Photo Exploration: Jael and Sisera

Dur­ing our Octo­ber 2012 trip to Rome, I was might­i­ly inspired by the depic­tions of Bib­li­cal* sto­ries. I was tak­en with the incred­i­ble pieces of art that real­ly were telling the sto­ry with­out evan­ge­liz­ing. Or, at least, with­out being hell­bathedinthe­blood­oftherisen­lamb­fire evan­gel­i­cal. The beau­ti­ful imagery spoke of the immense pow­er of storytelling.

Grow­ing up in the south­ern Unit­ed States, there were end­less expe­ri­ences with Chris­tian­i­ty and Chris­tians, many of them pos­i­tive. How­ev­er, it was a rare time when the sto­ries told were told sim­ply for the enjoy­ment of the tale. All too often the com­plex­i­ty and won­der of tapes­try found in scrip­ture is lost because at the end of it, you know that you’ll get a bit of pros­e­ly­tiz­ing and maybe some guilt trip­ping. So when I returned, I decid­ed to use a new medi­um (rel­a­tive to oth­er art forms) to share my own vision of Bib­li­cal sto­ries. Maybe some that are famil­iar, maybe some that aren’t, but all of which pro­vide a small brick of the foun­da­tion of the Chris­t­ian faith.

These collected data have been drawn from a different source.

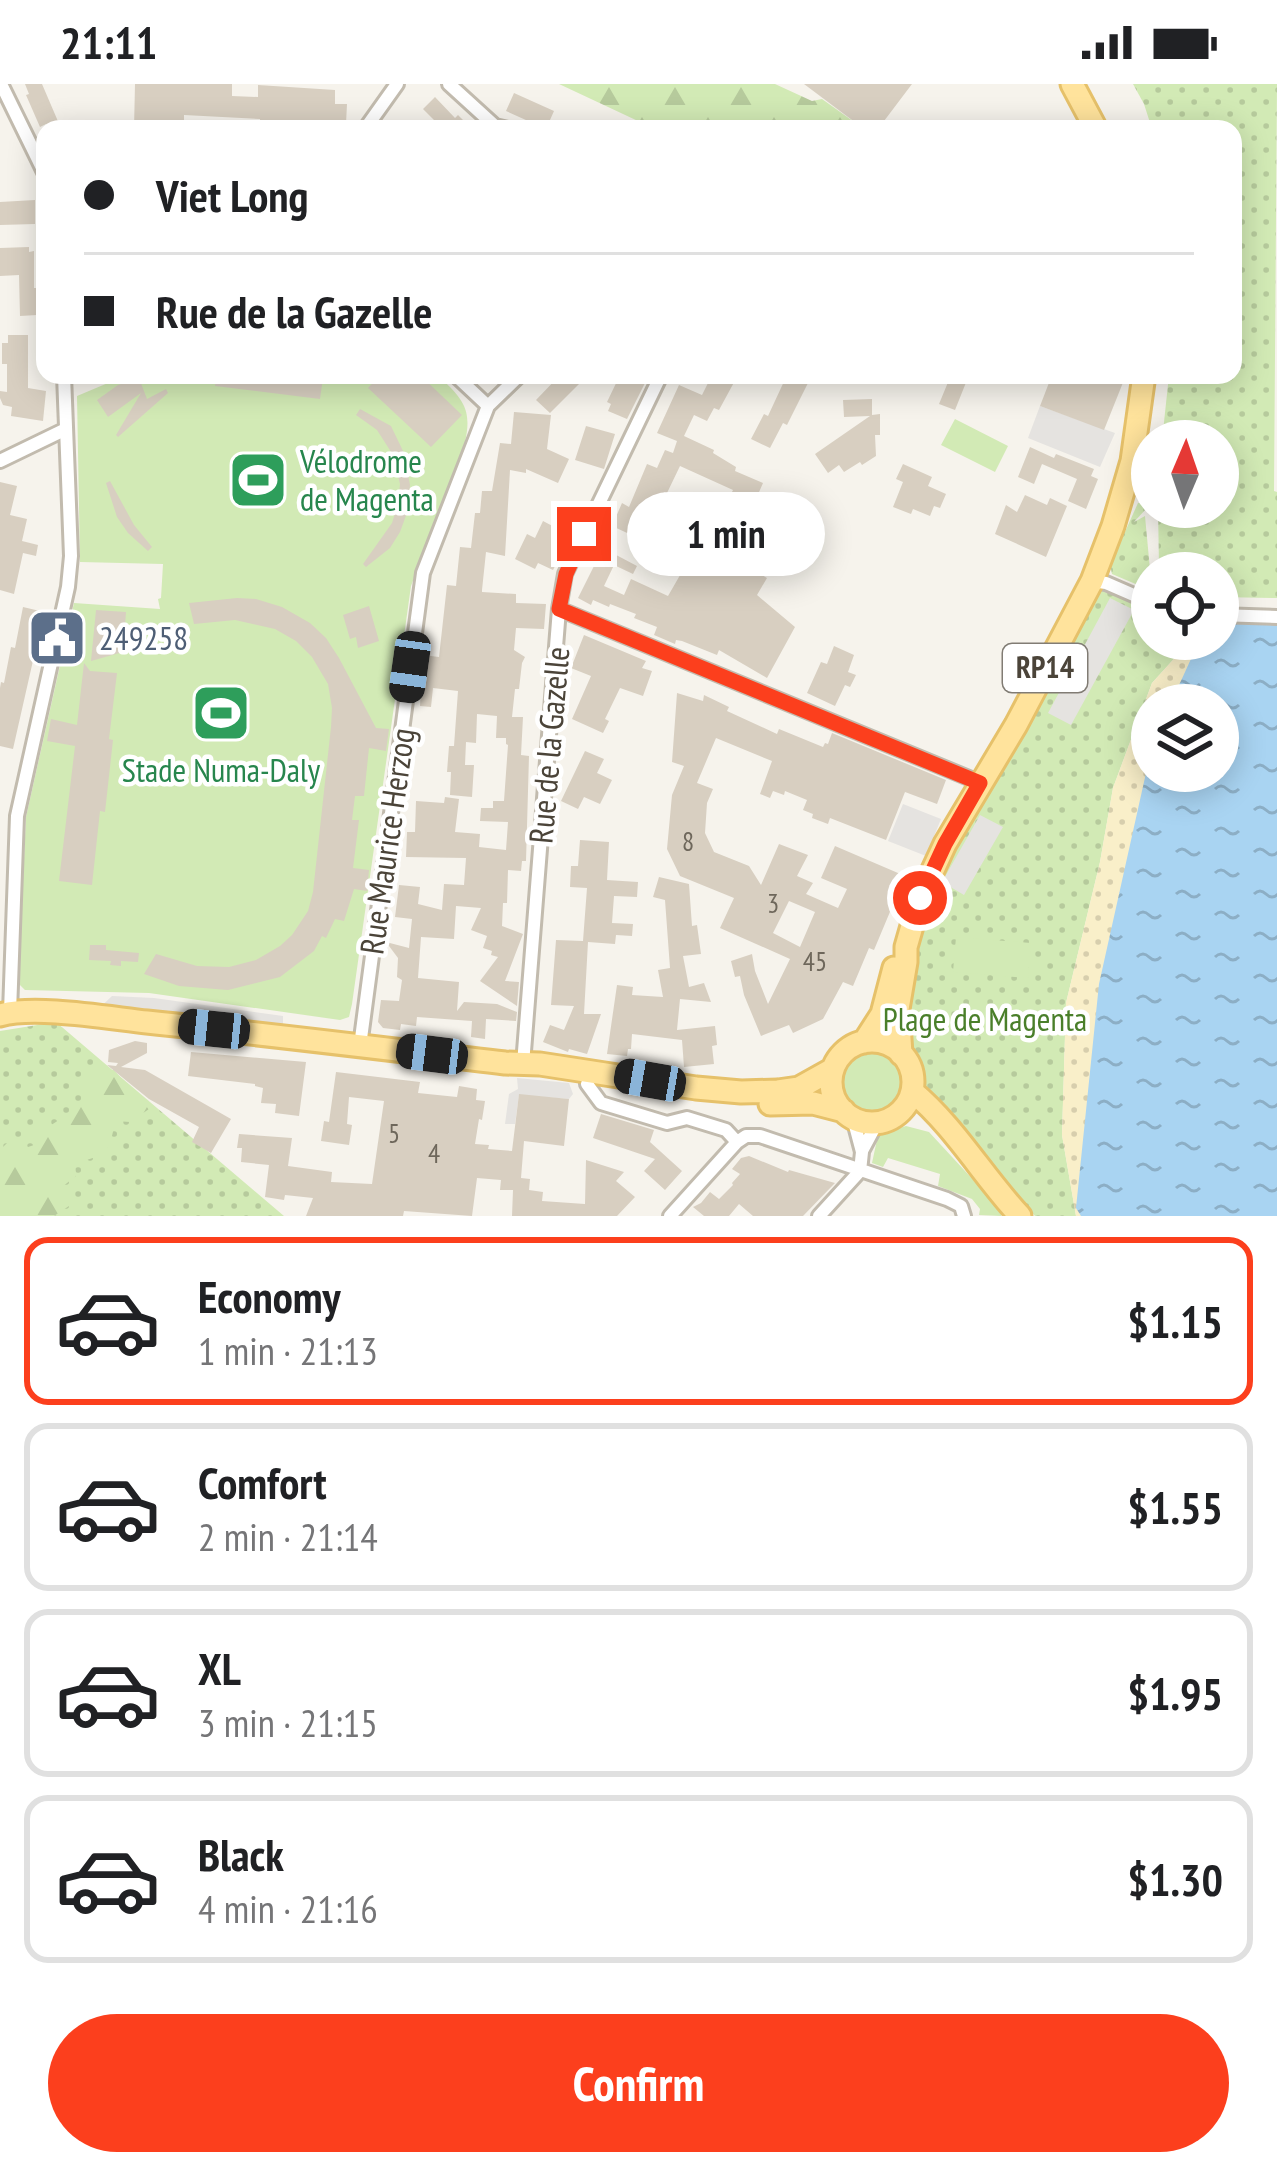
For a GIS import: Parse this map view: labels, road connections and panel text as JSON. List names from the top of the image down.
{
  "streets": {
    "main road": ["RP14"],
    "street": ["Rue de la Gazelle", "Rue Maurice Herzog"]
  },
  "parks": ["Plage de Magenta"],
  "places": {
    "sports": ["Vélodrome de Magenta", "Stade Numa-Daly"],
    "public building": ["249258"]
  },
  "house_numbers": [
    "8",
    "3",
    "45",
    "5",
    "4"
  ],
  "north": "top",
  "page": {
    "status": "21:11",
    "banner": ["Viet Long", "Rue de la Gazelle"],
    "bubble": "1 min",
    "list": [
      {
        "name": "Economy",
        "note": "1 min · 21:13",
        "value": "$1.15"
      },
      {
        "name": "Comfort",
        "note": "2 min · 21:14",
        "value": "$1.55"
      },
      {
        "name": "XL",
        "note": "3 min · 21:15",
        "value": "$1.95"
      },
      {
        "name": "Black",
        "note": "4 min · 21:16",
        "value": "$1.30"
      }
    ],
    "buttons": "Confirm"
  }
}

The first was the sto­ry of Jael (Judges 5:26) who took in an ene­my gen­er­al and then slew him in a fair­ly grue­some man­ner. She is held up as one of the great women of the Old Tes­ta­ment, although not near­ly men­tioned today as often as Ruth, Esther, Sarah or oth­ers. I like her strength, her intel­li­gence and her abil­i­ty to change the tides of his­to­ry with one deci­sive move­ment. And that moment is what I pho­tographed in the scene below.

Jael & Sisera

Jael & Sisera

I hope to fol­low this with many oth­ers of scenes from the Old and New Tes­ta­ments. Con­tin­u­ing to tell the nar­ra­tive on its own, with­out any pre­tense except to share the myth itself.

* Yes, I recognize that a great deal of “Biblical” stories are re-tellings of even older stories, or conglomerations of multiple stories from multiple traditions, but it gets the point across.